## Problem statement
Output all the data exactly as it appears below.

(Stored items)
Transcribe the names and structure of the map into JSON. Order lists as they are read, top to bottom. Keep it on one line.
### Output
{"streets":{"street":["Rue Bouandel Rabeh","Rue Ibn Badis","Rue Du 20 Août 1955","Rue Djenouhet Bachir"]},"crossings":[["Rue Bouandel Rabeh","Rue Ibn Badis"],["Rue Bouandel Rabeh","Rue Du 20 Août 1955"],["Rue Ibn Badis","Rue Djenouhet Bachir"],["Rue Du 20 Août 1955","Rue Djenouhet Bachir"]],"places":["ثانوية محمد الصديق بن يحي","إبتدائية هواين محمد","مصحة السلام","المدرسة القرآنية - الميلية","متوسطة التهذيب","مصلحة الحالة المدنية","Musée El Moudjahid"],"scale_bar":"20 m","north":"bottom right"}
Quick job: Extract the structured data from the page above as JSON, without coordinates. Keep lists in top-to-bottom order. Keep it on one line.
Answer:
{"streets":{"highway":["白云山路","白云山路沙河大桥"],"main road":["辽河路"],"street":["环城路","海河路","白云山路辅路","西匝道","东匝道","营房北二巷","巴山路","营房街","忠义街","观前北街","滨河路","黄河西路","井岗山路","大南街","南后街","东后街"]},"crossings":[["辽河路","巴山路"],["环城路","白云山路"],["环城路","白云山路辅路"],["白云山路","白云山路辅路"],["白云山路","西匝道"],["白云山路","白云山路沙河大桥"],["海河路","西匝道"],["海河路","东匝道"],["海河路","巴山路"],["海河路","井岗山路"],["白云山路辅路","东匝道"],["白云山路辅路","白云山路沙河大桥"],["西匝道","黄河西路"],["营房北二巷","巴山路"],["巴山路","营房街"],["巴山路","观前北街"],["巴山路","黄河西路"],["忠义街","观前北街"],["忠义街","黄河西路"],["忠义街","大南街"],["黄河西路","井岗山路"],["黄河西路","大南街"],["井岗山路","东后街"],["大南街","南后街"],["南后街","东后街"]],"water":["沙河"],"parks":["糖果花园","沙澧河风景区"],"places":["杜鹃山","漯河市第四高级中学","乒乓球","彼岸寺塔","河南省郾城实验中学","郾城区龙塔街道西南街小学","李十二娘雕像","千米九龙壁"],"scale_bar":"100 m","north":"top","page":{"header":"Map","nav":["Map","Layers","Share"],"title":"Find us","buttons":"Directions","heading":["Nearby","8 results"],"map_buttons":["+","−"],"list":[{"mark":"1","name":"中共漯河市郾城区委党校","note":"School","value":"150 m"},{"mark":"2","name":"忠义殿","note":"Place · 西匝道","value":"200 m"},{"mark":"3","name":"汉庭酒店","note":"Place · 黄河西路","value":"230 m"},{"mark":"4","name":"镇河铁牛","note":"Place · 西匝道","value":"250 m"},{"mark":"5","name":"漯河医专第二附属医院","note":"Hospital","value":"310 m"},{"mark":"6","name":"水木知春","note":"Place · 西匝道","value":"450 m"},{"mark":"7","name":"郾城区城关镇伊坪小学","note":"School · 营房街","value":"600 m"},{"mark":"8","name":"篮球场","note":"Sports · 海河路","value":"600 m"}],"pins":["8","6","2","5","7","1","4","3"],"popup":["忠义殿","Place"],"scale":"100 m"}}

## Reply
Transcribe the names and structure of the map into JSON. Order lists as they are read, top to bottom. Keep it on one line.
### Output
{"streets":{"street":["Rue Bouandel Rabeh","Rue Ibn Badis","Rue Du 20 Août 1955","Rue Djenouhet Bachir"]},"crossings":[["Rue Bouandel Rabeh","Rue Ibn Badis"],["Rue Bouandel Rabeh","Rue Du 20 Août 1955"],["Rue Ibn Badis","Rue Djenouhet Bachir"],["Rue Du 20 Août 1955","Rue Djenouhet Bachir"]],"places":["ثانوية محمد الصديق بن يحي","إبتدائية هواين محمد","مصحة السلام","المدرسة القرآنية - الميلية","متوسطة التهذيب","مصلحة الحالة المدنية","Musée El Moudjahid"],"scale_bar":"20 m","north":"bottom right"}
Quick job: Extract the structured data from the page above as JSON, without coordinates. Keep lists in top-to-bottom order. Keep it on one line.
Answer:
{"streets":{"highway":["白云山路","白云山路沙河大桥"],"main road":["辽河路"],"street":["环城路","海河路","白云山路辅路","西匝道","东匝道","营房北二巷","巴山路","营房街","忠义街","观前北街","滨河路","黄河西路","井岗山路","大南街","南后街","东后街"]},"crossings":[["辽河路","巴山路"],["环城路","白云山路"],["环城路","白云山路辅路"],["白云山路","白云山路辅路"],["白云山路","西匝道"],["白云山路","白云山路沙河大桥"],["海河路","西匝道"],["海河路","东匝道"],["海河路","巴山路"],["海河路","井岗山路"],["白云山路辅路","东匝道"],["白云山路辅路","白云山路沙河大桥"],["西匝道","黄河西路"],["营房北二巷","巴山路"],["巴山路","营房街"],["巴山路","观前北街"],["巴山路","黄河西路"],["忠义街","观前北街"],["忠义街","黄河西路"],["忠义街","大南街"],["黄河西路","井岗山路"],["黄河西路","大南街"],["井岗山路","东后街"],["大南街","南后街"],["南后街","东后街"]],"water":["沙河"],"parks":["糖果花园","沙澧河风景区"],"places":["杜鹃山","漯河市第四高级中学","乒乓球","彼岸寺塔","河南省郾城实验中学","郾城区龙塔街道西南街小学","李十二娘雕像","千米九龙壁"],"scale_bar":"100 m","north":"top","page":{"header":"Map","nav":["Map","Layers","Share"],"title":"Find us","buttons":"Directions","heading":["Nearby","8 results"],"map_buttons":["+","−"],"list":[{"mark":"1","name":"中共漯河市郾城区委党校","note":"School","value":"150 m"},{"mark":"2","name":"忠义殿","note":"Place · 西匝道","value":"200 m"},{"mark":"3","name":"汉庭酒店","note":"Place · 黄河西路","value":"230 m"},{"mark":"4","name":"镇河铁牛","note":"Place · 西匝道","value":"250 m"},{"mark":"5","name":"漯河医专第二附属医院","note":"Hospital","value":"310 m"},{"mark":"6","name":"水木知春","note":"Place · 西匝道","value":"450 m"},{"mark":"7","name":"郾城区城关镇伊坪小学","note":"School · 营房街","value":"600 m"},{"mark":"8","name":"篮球场","note":"Sports · 海河路","value":"600 m"}],"pins":["8","6","2","5","7","1","4","3"],"popup":["忠义殿","Place"],"scale":"100 m"}}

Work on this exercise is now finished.